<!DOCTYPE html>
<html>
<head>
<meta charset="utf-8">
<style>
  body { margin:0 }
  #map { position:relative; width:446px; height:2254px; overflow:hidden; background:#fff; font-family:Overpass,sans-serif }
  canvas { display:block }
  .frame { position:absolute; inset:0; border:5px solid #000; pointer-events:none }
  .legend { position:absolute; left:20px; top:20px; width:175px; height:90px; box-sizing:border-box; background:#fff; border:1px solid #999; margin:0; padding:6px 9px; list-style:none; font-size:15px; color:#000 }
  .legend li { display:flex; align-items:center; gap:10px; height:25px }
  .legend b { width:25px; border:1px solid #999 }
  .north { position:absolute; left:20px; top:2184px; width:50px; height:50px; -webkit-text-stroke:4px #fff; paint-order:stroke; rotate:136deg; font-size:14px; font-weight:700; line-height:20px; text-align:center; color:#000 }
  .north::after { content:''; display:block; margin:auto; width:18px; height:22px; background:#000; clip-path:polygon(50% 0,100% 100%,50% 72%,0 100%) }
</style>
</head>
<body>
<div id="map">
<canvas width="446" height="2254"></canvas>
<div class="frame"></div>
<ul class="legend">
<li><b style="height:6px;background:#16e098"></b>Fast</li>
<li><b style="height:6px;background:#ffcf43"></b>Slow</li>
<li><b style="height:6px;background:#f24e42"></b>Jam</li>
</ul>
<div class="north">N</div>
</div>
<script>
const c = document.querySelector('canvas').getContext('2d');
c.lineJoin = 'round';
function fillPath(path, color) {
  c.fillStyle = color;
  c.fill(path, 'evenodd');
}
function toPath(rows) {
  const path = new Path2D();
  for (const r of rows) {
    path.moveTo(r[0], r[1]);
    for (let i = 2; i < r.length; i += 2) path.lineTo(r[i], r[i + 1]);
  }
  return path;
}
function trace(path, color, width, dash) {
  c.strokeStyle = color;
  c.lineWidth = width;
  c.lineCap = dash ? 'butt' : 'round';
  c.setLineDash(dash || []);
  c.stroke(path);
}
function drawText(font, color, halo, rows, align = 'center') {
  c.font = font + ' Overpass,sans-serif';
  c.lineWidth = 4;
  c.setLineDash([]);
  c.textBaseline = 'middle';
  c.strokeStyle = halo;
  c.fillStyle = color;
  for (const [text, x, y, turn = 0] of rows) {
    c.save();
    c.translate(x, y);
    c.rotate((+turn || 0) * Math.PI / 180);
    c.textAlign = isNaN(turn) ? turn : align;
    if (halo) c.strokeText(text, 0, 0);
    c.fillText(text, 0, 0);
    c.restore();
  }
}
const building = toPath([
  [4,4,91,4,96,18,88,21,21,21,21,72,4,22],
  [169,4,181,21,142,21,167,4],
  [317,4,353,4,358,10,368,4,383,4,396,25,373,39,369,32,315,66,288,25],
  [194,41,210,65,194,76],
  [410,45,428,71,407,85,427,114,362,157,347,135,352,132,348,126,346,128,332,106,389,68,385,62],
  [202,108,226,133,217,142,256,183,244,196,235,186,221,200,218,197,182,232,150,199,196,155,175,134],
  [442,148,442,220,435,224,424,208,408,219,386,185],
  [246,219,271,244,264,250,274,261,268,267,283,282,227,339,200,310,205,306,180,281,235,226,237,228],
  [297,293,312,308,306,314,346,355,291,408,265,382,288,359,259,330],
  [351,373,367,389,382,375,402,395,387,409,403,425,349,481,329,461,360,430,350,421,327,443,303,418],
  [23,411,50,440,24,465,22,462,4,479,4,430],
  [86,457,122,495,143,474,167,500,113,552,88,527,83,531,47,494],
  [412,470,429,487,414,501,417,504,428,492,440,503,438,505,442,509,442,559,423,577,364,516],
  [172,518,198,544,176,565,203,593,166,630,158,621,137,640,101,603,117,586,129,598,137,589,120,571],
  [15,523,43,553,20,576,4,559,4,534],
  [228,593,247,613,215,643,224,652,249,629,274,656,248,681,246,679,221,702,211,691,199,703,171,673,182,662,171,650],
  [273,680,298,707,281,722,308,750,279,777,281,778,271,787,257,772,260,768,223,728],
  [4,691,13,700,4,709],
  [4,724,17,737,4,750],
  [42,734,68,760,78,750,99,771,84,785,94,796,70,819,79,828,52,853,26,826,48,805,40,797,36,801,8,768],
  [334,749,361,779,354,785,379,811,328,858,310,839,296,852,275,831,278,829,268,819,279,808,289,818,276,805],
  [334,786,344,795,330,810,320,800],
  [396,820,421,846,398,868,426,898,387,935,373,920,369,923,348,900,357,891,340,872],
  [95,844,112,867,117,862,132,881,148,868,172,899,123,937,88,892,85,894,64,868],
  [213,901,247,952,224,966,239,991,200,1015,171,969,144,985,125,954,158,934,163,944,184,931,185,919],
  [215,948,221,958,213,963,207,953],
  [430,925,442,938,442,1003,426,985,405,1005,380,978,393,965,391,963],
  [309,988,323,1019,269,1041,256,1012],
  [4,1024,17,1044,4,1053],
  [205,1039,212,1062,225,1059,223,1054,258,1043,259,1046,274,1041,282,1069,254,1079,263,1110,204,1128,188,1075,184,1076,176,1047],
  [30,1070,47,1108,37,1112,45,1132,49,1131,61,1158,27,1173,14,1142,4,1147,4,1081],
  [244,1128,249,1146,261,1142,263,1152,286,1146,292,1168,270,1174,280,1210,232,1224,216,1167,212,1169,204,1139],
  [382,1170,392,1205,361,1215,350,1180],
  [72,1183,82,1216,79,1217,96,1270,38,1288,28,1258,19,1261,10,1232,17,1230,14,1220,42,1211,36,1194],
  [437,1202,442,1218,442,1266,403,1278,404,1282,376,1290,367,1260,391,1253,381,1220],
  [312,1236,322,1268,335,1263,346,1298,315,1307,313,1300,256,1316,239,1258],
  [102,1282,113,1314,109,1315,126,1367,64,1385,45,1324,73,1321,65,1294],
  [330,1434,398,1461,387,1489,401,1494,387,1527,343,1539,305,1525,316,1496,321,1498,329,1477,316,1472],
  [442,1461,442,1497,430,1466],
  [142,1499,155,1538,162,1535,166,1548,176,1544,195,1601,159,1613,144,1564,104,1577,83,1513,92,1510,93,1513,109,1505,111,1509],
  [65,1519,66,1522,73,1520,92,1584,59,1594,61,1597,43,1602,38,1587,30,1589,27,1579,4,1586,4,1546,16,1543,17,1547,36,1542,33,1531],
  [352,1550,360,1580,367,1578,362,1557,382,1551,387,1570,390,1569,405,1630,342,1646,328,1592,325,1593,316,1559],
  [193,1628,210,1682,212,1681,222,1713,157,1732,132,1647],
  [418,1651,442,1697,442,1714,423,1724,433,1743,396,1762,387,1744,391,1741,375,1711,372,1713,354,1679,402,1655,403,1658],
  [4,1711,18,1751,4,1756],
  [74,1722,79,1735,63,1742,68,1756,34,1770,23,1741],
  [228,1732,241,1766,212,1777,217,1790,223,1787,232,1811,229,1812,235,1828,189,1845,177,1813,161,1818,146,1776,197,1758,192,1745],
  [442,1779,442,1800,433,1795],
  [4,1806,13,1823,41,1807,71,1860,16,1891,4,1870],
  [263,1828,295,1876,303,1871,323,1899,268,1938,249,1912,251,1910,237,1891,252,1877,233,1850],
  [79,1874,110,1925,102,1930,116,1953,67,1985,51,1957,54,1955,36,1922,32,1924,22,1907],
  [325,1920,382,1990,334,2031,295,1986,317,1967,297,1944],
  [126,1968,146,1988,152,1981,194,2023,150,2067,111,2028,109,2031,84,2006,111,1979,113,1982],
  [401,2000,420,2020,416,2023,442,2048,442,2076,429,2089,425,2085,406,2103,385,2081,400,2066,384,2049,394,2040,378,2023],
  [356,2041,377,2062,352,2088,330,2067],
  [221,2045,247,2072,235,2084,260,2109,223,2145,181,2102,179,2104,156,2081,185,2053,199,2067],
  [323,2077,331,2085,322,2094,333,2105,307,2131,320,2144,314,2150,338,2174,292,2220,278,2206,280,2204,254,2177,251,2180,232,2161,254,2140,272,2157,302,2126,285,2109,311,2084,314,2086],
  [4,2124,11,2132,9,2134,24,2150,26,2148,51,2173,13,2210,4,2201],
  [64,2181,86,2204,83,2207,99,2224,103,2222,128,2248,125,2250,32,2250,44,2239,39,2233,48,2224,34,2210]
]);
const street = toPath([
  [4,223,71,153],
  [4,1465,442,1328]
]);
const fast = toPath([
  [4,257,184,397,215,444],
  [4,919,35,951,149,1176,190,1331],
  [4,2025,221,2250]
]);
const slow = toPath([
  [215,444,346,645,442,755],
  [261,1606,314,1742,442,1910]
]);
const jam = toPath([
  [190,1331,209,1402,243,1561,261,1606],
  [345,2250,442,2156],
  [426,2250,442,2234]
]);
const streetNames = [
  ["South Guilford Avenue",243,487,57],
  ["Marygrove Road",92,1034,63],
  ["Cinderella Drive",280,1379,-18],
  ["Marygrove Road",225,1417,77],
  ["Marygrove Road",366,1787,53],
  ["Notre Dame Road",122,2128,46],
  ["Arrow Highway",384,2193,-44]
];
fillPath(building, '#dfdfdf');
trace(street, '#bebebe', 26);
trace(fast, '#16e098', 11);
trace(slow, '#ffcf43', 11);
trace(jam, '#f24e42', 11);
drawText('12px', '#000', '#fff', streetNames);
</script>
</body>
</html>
□ □ □ □ □
▶ **Work to be completed**:
Copy down every line of the entries containing the word "function".

▶ **Exercise solution**:
function fillPath(path, color) {
function toPath(rows) {
function trace(path, color, width, dash) {
function drawText(font, color, halo, rows, align = 'center') {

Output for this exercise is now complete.